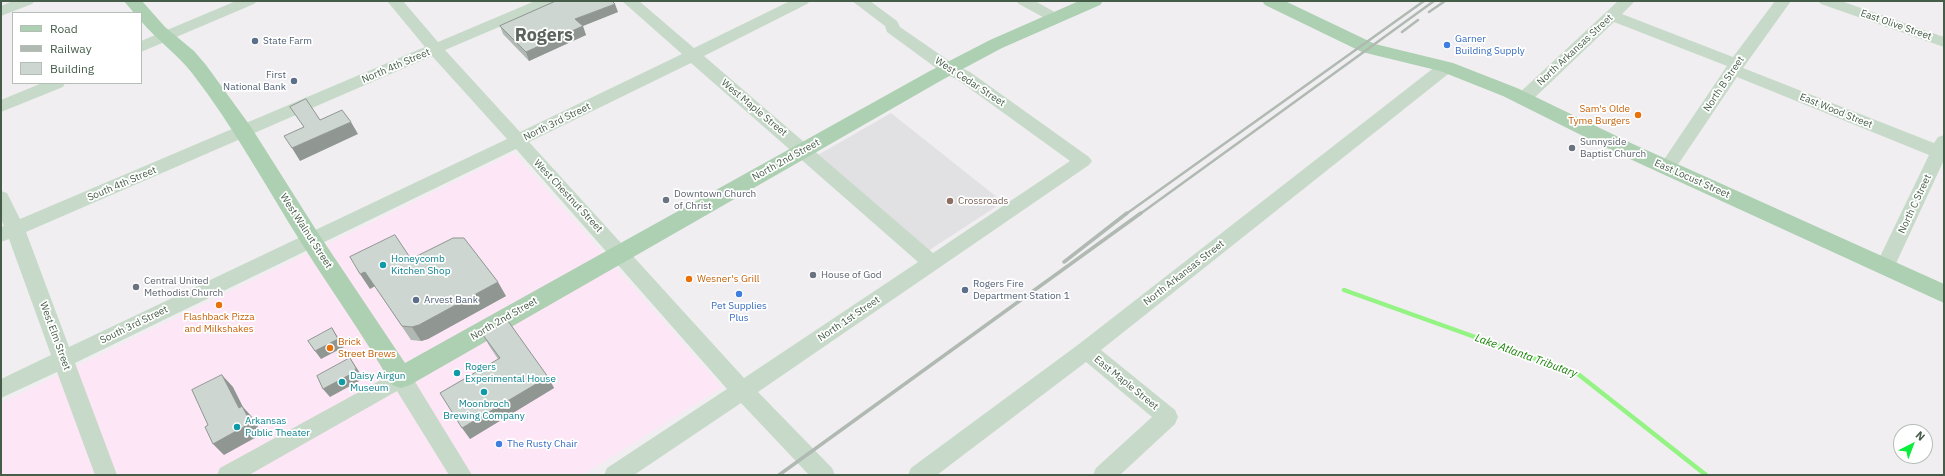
<!DOCTYPE html>
<style>
body{margin:0}
#map{position:relative;width:1945px;height:476px;overflow:hidden;background:#f0eef1;font-family:"IBM Plex Sans",sans-serif}
canvas{display:block}
.frame{position:absolute;inset:0;border:2px solid #455d48;pointer-events:none}
.legend{position:absolute;left:12px;top:12px;width:130px;height:72px;box-sizing:border-box;background:#fff;border:1px solid #b5beb6;margin:0;padding:5px 7px;list-style:none;font-size:12px;color:#455d48}
.legend li{display:flex;align-items:center;gap:8px;height:20px}
.legend b{width:20px;border:1px solid #b5beb6}
.north{position:absolute;left:1893px;top:424px;width:40px;height:40px;box-sizing:border-box;background:#fff;border:1px solid #b5beb6;border-radius:50%;rotate:42deg;font-size:11px;font-weight:700;line-height:16px;text-align:center;color:#455d48}
.north::after{content:'';display:block;margin:auto;width:14px;height:18px;background:#0bee3b;clip-path:polygon(50% 0,100% 100%,50% 72%,0 100%)}
</style>
<div id="map">
<canvas width="1945" height="476"></canvas>
<div class="frame"></div>
<ul class="legend">
<li><b style="height:5px;background:#acd0b1"></b>Road</li>
<li><b style="height:5px;background:#b0b9b2"></b>Railway</li>
<li><b style="height:11px;background:#cdd6d0"></b>Building</li>
</ul>
<div class="north">N</div>
</div>
<script>
const g = document.querySelector('canvas').getContext('2d');
g.lineJoin = 'round';
function paint(path, color) { g.fillStyle = color; g.fill(path, 'evenodd'); }
function trace(path, color, width, dash) { g.strokeStyle = color; g.lineWidth = width; g.lineCap = dash ? 'butt' : 'round'; g.setLineDash(dash || []); g.stroke(path); }
function drawText(font, color, halo, rows, align = 'center') {
  g.font = font + ' "IBM Plex Sans",sans-serif'; g.lineWidth = 3.5; g.setLineDash([]); g.textBaseline = 'middle'; g.strokeStyle = halo; g.fillStyle = color; for (const [text, x, y, turn = 0] of rows) {
    g.save(); g.translate(x, y); g.rotate((+turn || 0) * Math.PI / 180); g.textAlign = isNaN(turn) ? turn : align; if (halo) g.strokeText(text, 0, 0); g.fillText(text, 0, 0); g.restore();
  }
}
const commercial = new Path2D(`
 M 514,153 L 722,387 L 583,475 L 1,475 L 1,403 Z`);
const education = new Path2D(`
 M 891,113 L 1003,202 L 925,253 L 818,155 Z`);
const stream = new Path2D(`
 M 1344,290 L 1578,374 L 1706,475`);
const minor = new Path2D(`
 M 13,1 L 35,1 L 32,4 L 1,16 L 1,6 Z
 M 236,1 L 257,1 L 254,4 L 141,52 L 141,41 Z
 M 387,1 L 403,1 L 438,42 L 535,1 L 556,1 L 553,4 L 445,50 L 520,132 L 682,54 L 622,1 L 639,1 L 694,48 L 790,1 L 810,1 L 807,4 L 704,56 L 933,253 L 1070,161 L 958,80 L 943,73 L 887,32 L 885,26 L 852,1 L 870,1 L 897,21 L 900,27 L 955,65 L 970,72 L 1089,157 L 1092,161 L 1089,165 L 758,392 L 832,468 L 835,475 L 809,475 L 741,403 L 634,475 L 604,475 L 607,468 L 727,389 L 516,149 L 75,363 L 117,475 L 95,475 L 57,372 L 1,398 L 1,379 L 51,355 L 9,239 L 1,242 L 1,227 L 4,226 L 1,219 L 1,191 L 7,193 L 20,219 L 425,47 ZM 432,56 L 507,139 L 69,347 L 26,232 ZM 691,63 L 918,262 L 744,378 L 529,142 Z
 M 1016,1 L 1035,1 L 1060,15 L 1063,18 L 1060,21 L 1055,23 L 1050,21 L 1019,4 Z
 M 1618,1 L 1635,1 L 1622,14 L 1733,57 L 1775,1 L 1791,1 L 1743,68 L 1934,143 L 1938,137 L 1944,135 L 1944,160 L 1892,272 L 1885,274 L 1878,272 L 1875,267 L 1929,155 L 1737,77 L 1673,172 L 1667,174 L 1661,172 L 1658,168 L 1661,164 L 1727,66 L 1614,22 L 1529,103 L 1523,104 L 1517,103 L 1515,99 L 1517,95 Z
 M 1818,1 L 1841,1 L 1944,37 L 1944,47 L 1821,4 Z
 M 1446,62 L 1452,63 L 1454,67 L 1452,71 L 1101,350 L 1175,410 L 1178,417 L 1175,424 L 1120,475 L 1093,475 L 1096,468 L 1152,417 L 1086,362 L 937,475 L 908,475 L 911,468 L 1079,344 L 1440,63 Z
 M 42,83 L 65,83 L 63,87 L 1,112 L 1,100 Z
 M 401,369 L 409,372 L 472,475 L 449,475 L 397,391 L 249,475 L 217,475 L 220,468 Z`);
const major = new Path2D(`
 M 124,1 L 142,1 L 165,27 L 194,51 L 206,65 L 251,127 L 318,233 L 405,363 L 928,72 L 990,40 L 1079,1 L 1103,1 L 1100,5 L 1002,48 L 942,80 L 410,385 L 401,388 L 392,385 C 365,337 332,292 302,244 C 266,187 234,127 192,73 C 177,54 157,40 141,21 L 141,13 L 134,13 Z
 M 1262,1 L 1285,1 L 1375,44 L 1453,63 L 1517,88 L 1633,144 L 1944,284 L 1944,303 L 1619,154 L 1503,96 L 1440,71 L 1362,52 L 1265,5 Z`);
const railFar1 = new Path2D(`
 M 1429,12 L 1445,1
 M 1402,32 L 1418,20
 M 1126,214 L 1424,1
 M 1140,214 L 1434,1`);
const rail = new Path2D(`
 M 1064,262 L 1127,213
 M 779,475 L 1141,213`);
const wall = new Path2D(`
 M 618,12 L 582,26 L 586,35 L 529,61 L 503,34 L 500,26 Z
 M 411,259 L 506,296 L 428,339 L 421,341 L 411,340 L 375,286 L 370,289 Z
 M 483,335 L 548,377 L 554,388 L 470,439 L 498,359 L 490,347 Z`);
const shadedWall = new Path2D(`
 M 615,4 L 618,12 L 578,28 L 575,19 Z
 M 583,26 L 586,35 L 529,61 L 526,52 Z
 M 351,122 L 358,134 L 300,161 L 292,148 Z
 M 365,272 L 375,286 L 370,289 L 360,274 Z
 M 498,282 L 506,296 L 428,339 L 421,341 L 412,327 Z
 M 332,328 L 344,347 L 321,359 L 315,351 Z
 M 350,358 L 362,376 L 361,380 L 330,397 L 323,389 Z
 M 222,375 L 233,387 L 243,407 L 253,418 L 262,434 L 224,455 L 213,444 L 239,408 Z
 M 548,377 L 554,388 L 470,439 L 462,428 Z`);
const building = new Path2D(`
 M 556,1 L 612,1 L 615,4 L 575,19 L 583,26 L 526,52 L 500,26 Z
 M 306,99 L 320,120 L 342,110 L 351,122 L 292,148 L 284,136 L 304,127 L 290,107 Z
 M 395,235 L 411,259 L 453,238 L 464,238 L 498,282 L 419,325 L 412,327 L 402,326 L 365,272 L 360,274 L 350,257 Z
 M 508,321 L 548,377 L 462,428 L 440,393 L 500,358 L 483,335 Z
 M 332,328 L 338,339 L 315,351 L 308,341 Z
 M 350,358 L 356,368 L 355,372 L 323,389 L 317,376 Z
 M 222,375 L 239,408 L 242,406 L 251,423 L 213,444 L 205,427 L 208,425 L 192,390 Z`);
const markers = [
 [255,41,4,"#5c6f8a"],
 [1447,45,4,"#3f7fe0"],
 [294,81,4,"#5c6f8a"],
 [1638,115,4,"#e8710a"],
 [1572,148,4,"#6b7280"],
 [666,200,4,"#6b7280"],
 [950,201,4,"#8d6e63"],
 [383,265,4,"#0f9aa8"],
 [813,275,4,"#6b7280"],
 [689,279,4,"#e8710a"],
 [136,287,4,"#6b7280"],
 [965,290,4,"#5c6f8a"],
 [739,294,4,"#3f7fe0"],
 [416,300,4,"#5c6f8a"],
 [219,305,4,"#e8710a"],
 [330,348,4,"#e8710a"],
 [457,373,4,"#0f9aa8"],
 [342,382,4,"#0f9aa8"],
 [484,392,4,"#0f9aa8"],
 [237,427,4,"#0f9aa8"],
 [499,444,4,"#3f7fe0"]
];
const streetNames = [
 ["East Olive Street",1896,25,19],
 ["North Arkansas Street",1575,50,-43],
 ["North 4th Street",396,66,-23],
 ["West Cedar Street",970,82,33],
 ["North B Street",1724,84,-56],
 ["West Maple Street",754,108,40],
 ["East Wood Street",1836,111,22],
 ["North 3rd Street",557,122,-26],
 ["North 2nd Street",786,160,-29],
 ["East Locust Street",1692,179,24],
 ["South 4th Street",122,184,-23],
 ["West Chestnut Street",568,196,47],
 ["North C Street",1915,204,-65],
 ["West Walnut Street",306,231,57],
 ["North Arkansas Street",1184,273,-38],
 ["North 2nd Street",504,319,-30],
 ["North 1st Street",849,319,-34],
 ["South 3rd Street",134,325,-26],
 ["West Elm Street",55,336,70],
 ["East Maple Street",1126,383,39]
];
const shopNames = [
 ["Garner",1455,39],
 ["Building Supply",1455,51],
 ["Pet Supplies",739,306,"center"],
 ["Plus",739,318,"center"],
 ["The Rusty Chair",507,444]
];
const serviceNames = [
 ["State Farm",263,41],
 ["First",286,75,"right"],
 ["National Bank",286,87,"right"],
 ["Rogers Fire",973,284],
 ["Department Station 1",973,296],
 ["Arvest Bank",424,300]
];
const foodNames = [
 ["Sam's Olde",1630,109,"right"],
 ["Tyme Burgers",1630,121,"right"],
 ["Wesner's Grill",697,279],
 ["Flashback Pizza",219,317,"center"],
 ["and Milkshakes",219,329,"center"],
 ["Brick",338,342],
 ["Street Brews",338,354]
];
const worshipNames = [
 ["Sunnyside",1580,142],
 ["Baptist Church",1580,154],
 ["Downtown Church",674,194],
 ["of Christ",674,206],
 ["House of God",821,275],
 ["Central United",144,281],
 ["Methodist Church",144,293]
];
const educationNames = [
 ["Crossroads",958,201]
];
const cultureNames = [
 ["Honeycomb",391,259],
 ["Kitchen Shop",391,271],
 ["Rogers",465,367],
 ["Experimental House",465,379],
 ["Daisy Airgun",350,376],
 ["Museum",350,388],
 ["Moonbroch",484,404,"center"],
 ["Brewing Company",484,416,"center"],
 ["Arkansas",245,421],
 ["Public Theater",245,433]
];
const waterNames = [
 ["Lake Atlanta Tributary",1526,356,20]
];
const townNames = [
 ["Rogers",544,36]
];
paint(commercial, '#fde6f5');
paint(education, '#e1e0e2');
trace(stream, '#93f383', 4.5);
paint(minor, '#c7dac9');
paint(major, '#acd0b1');
trace(railFar1, '#b0b9b2', 2.5);
trace(rail, '#b0b9b2', 3.5);
paint(wall, '#b0b8b3');
paint(shadedWall, '#909692');
paint(building, '#cdd6d0');
trace(building, '#909692', 1);
for (const [x, y, r, color] of markers) { const dot = new Path2D(); dot.arc(x, y, r, 0, 2 * Math.PI); g.fillStyle = color; g.fill(dot); trace(dot, '#fff', 1.5); }
drawText('10px', '#455d48', '#fff', streetNames);
drawText('10px', '#366cbe', '#fff', shopNames, 'left');
drawText('10px', '#4e5e75', '#fff', serviceNames, 'left');
drawText('10px', '#c56008', '#fff', foodNames, 'left');
drawText('10px', '#5b616d', '#fff', worshipNames, 'left');
drawText('10px', '#785e54', '#fff', educationNames, 'left');
drawText('10px', '#0d838f', '#fff', cultureNames, 'left');
drawText('italic 11px', '#178306', '#fff', waterNames);
drawText('bold 18px', '#5a645c', '#fff', townNames);
</script>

=-=-=

→ Activity: Check each line of the records above for the string "markers", and report every line that has it.

→ Worked solution:
const markers = [
for (const [x, y, r, color] of markers) { const dot = new Path2D(); dot.arc(x, y, r, 0, 2 * Math.PI); g.fillStyle = color; g.fill(dot); trace(dot, '#fff', 1.5); }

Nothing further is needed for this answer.